In all that Cádiz has been accumulating during its millennial history, there are some names that, for some reason, have ended up being better known than others.
Trocadero is one of them. In one way, because it’s written in the Arch of Triumph in Paris, along with other places from which the French army emerged victorious, either by scoring many goals or an unfair penalty.
So, as you may have guessed, this is about wars and war issues.
On the small island of Trocadero, there is today the remains of a fortification that Philip V ordered to construct in 1706 to defend Cádiz Bay from pirates and people with the desire for gold and silver that belonged to others.

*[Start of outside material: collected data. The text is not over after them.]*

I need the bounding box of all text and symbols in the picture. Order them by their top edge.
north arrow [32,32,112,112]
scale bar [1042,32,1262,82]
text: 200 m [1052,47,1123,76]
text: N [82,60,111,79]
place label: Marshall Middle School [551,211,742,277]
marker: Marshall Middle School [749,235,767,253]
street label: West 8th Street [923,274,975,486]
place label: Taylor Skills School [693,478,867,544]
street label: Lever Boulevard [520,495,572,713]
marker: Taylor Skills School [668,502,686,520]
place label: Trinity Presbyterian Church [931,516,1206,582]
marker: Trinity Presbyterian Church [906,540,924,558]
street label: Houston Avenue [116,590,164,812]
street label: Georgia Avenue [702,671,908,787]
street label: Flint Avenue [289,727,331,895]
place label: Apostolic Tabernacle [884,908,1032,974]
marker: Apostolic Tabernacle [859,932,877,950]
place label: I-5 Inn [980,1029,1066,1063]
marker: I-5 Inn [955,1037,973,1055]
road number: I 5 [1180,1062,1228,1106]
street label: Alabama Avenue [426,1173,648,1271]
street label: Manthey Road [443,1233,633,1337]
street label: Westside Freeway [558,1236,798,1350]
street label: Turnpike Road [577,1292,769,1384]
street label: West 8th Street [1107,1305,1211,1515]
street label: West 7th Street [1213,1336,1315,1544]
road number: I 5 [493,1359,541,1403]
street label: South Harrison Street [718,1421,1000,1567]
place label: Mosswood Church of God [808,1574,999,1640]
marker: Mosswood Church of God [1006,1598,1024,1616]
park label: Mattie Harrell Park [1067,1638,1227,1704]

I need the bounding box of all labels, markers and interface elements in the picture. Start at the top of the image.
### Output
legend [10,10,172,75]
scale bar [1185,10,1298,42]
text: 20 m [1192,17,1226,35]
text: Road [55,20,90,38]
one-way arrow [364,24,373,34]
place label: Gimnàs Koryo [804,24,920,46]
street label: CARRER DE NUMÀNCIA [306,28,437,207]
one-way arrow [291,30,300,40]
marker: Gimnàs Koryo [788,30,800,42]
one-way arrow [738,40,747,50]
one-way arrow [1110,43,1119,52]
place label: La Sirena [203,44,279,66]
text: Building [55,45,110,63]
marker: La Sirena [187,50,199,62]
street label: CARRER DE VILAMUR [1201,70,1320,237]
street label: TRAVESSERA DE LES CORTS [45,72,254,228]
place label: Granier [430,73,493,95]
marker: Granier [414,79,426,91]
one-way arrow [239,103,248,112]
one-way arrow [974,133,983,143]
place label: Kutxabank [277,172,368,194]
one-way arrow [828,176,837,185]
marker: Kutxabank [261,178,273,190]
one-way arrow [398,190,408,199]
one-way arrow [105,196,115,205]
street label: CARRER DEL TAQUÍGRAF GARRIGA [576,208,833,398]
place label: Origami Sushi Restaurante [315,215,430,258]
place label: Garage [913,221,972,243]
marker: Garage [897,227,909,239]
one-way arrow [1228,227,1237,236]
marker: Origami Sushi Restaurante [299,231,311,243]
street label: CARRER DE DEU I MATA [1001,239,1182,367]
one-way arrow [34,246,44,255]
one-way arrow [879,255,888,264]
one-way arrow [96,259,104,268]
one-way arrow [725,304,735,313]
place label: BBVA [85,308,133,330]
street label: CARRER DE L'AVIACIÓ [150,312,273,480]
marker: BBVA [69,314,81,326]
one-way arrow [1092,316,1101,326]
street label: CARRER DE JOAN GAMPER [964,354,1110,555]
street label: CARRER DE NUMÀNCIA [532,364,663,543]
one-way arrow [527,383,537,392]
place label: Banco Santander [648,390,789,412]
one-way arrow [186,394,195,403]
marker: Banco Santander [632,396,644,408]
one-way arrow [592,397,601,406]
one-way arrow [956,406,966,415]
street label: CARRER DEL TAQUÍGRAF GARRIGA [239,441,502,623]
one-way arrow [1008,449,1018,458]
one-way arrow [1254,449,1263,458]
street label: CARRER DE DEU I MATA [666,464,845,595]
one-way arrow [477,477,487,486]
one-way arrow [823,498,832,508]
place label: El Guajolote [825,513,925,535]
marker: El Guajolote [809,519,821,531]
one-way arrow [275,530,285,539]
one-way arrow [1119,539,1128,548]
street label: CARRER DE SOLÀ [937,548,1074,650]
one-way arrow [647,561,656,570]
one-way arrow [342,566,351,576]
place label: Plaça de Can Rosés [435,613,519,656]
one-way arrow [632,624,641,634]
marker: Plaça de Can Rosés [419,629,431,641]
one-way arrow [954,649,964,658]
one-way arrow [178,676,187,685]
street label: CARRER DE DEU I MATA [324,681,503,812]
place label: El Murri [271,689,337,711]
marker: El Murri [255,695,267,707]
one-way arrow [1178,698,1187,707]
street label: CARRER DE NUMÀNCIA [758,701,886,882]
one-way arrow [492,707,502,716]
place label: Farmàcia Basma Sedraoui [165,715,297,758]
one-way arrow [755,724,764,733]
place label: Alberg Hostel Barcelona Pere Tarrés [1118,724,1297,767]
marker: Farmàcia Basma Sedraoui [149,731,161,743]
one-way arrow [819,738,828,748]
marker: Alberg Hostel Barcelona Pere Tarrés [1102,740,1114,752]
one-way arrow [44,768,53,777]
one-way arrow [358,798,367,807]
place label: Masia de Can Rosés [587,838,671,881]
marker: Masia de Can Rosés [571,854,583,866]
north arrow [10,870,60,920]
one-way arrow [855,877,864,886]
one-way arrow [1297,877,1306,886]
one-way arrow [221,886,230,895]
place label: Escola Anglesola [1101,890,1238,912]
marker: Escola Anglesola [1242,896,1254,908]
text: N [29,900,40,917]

Philip, let us remind you, was the first Bourbon to wear the Spanish crown and he ended so mad in the head that, they say, he even believed he was a frog. But besides all that, he was French, and when he came to Spain, he brought with him a pile of helpers from his land, among which, there were a few engineers.
He entrusted them with the construction of the Fort of San Luis, in which in the future there would be a lot of battles, military skirmishes and things like that. Between 1810 and 1812, the bastion gave plenty of headaches to the Napoleonic troops who had to resort to the bombing of Cadiz.
The funny thing is that, as you can see, it was the French who built this fort and it was they who bombed it a century later. And now that, when all the mess was over, it had to be rebuilt, it turns out that they would also have to ask for help from the French experts.
As a sign of the fixation of our Northern neighbours with this fortification, let us see what happened shortly after, in 1823: Fernando VII and his big nose were in Cádiz, kidnapped by the Spanish courts, and listening to rumours of guillotines and such. But Louis XVII had sent an army to give his cousin a hand.
So the city prepared for another siege like the one years before, but this time they were alone, without any support. The fort of San Luis fell, and its stones were red with blood in the last service that the French would write as a victory in their Parisian monument. It seems they were crazy for it.
Of all that, as you can see, there are ruins. And also some marshes that, in reality, were always part of the Cádiz defence and today form a protected landscape for which it is worthwhile to take a trip. Not everything is going to be stories of cannons and bayonets, right?